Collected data
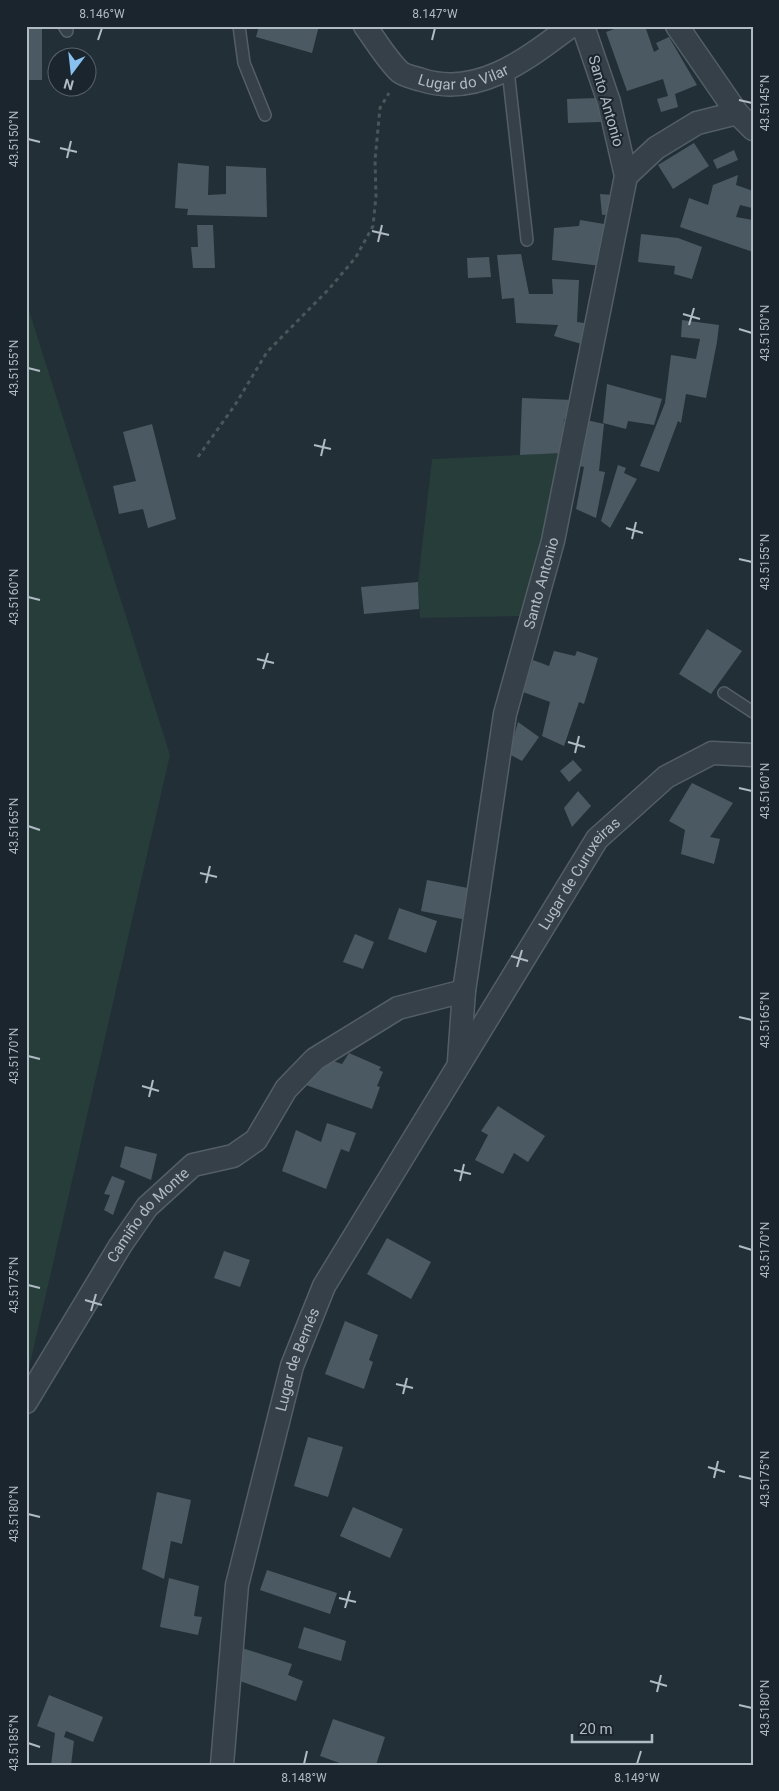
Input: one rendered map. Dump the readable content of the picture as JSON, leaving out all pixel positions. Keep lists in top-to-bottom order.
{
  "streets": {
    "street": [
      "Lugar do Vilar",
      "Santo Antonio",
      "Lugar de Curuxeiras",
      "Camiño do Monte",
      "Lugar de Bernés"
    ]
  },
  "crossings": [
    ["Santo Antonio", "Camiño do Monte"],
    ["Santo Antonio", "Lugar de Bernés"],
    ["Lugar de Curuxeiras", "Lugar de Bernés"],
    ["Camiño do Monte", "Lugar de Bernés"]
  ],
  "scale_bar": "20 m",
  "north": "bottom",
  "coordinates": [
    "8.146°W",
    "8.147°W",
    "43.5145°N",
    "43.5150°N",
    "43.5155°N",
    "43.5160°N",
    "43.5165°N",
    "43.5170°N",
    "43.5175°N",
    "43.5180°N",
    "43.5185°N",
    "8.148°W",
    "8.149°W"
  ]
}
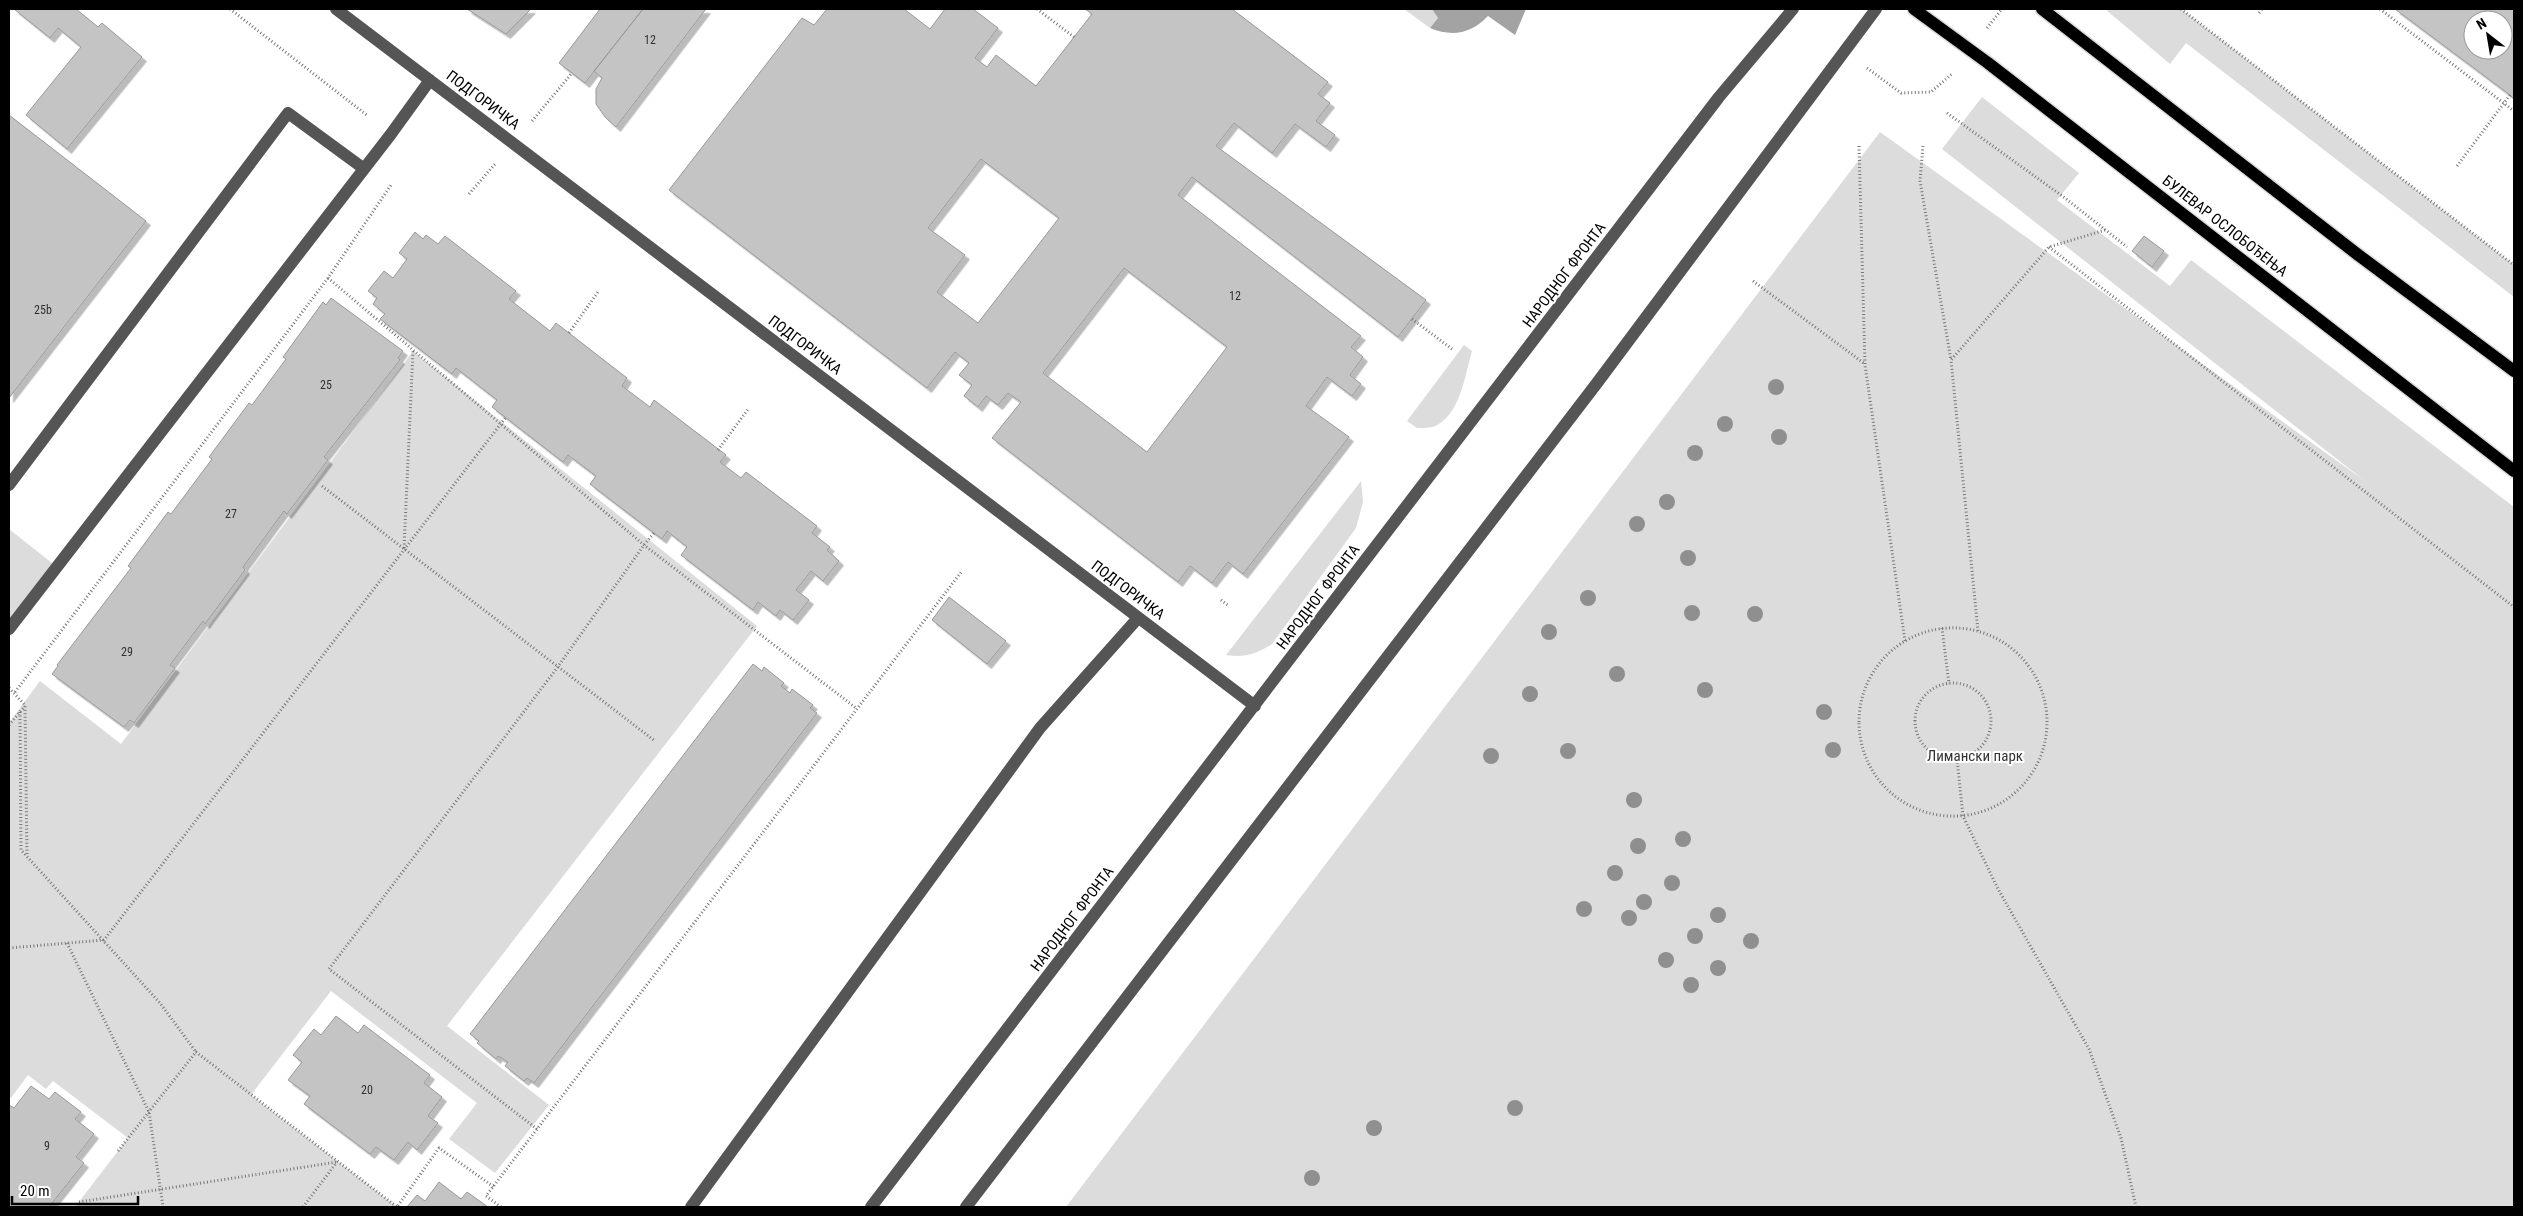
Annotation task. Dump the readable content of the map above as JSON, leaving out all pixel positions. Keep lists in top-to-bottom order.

■ **Your instructions**: Pictures stay out; copy every entry above exactly.

■ **Finished task**:
Input: one rendered map. Dump the readable content of the picture as JSON, leaving out all pixel positions. Keep lists in top-to-bottom order.
{
  "streets": {
    "street": [
      "Lugar do Vilar",
      "Santo Antonio",
      "Lugar de Curuxeiras",
      "Camiño do Monte",
      "Lugar de Bernés"
    ]
  },
  "crossings": [
    ["Santo Antonio", "Camiño do Monte"],
    ["Santo Antonio", "Lugar de Bernés"],
    ["Lugar de Curuxeiras", "Lugar de Bernés"],
    ["Camiño do Monte", "Lugar de Bernés"]
  ],
  "scale_bar": "20 m",
  "north": "bottom",
  "coordinates": [
    "8.146°W",
    "8.147°W",
    "43.5145°N",
    "43.5150°N",
    "43.5155°N",
    "43.5160°N",
    "43.5165°N",
    "43.5170°N",
    "43.5175°N",
    "43.5180°N",
    "43.5185°N",
    "8.148°W",
    "8.149°W"
  ]
}
Annotation task. Dump the readable content of the map above as JSON, leaving out all pixel positions. Keep lists in top-to-bottom order.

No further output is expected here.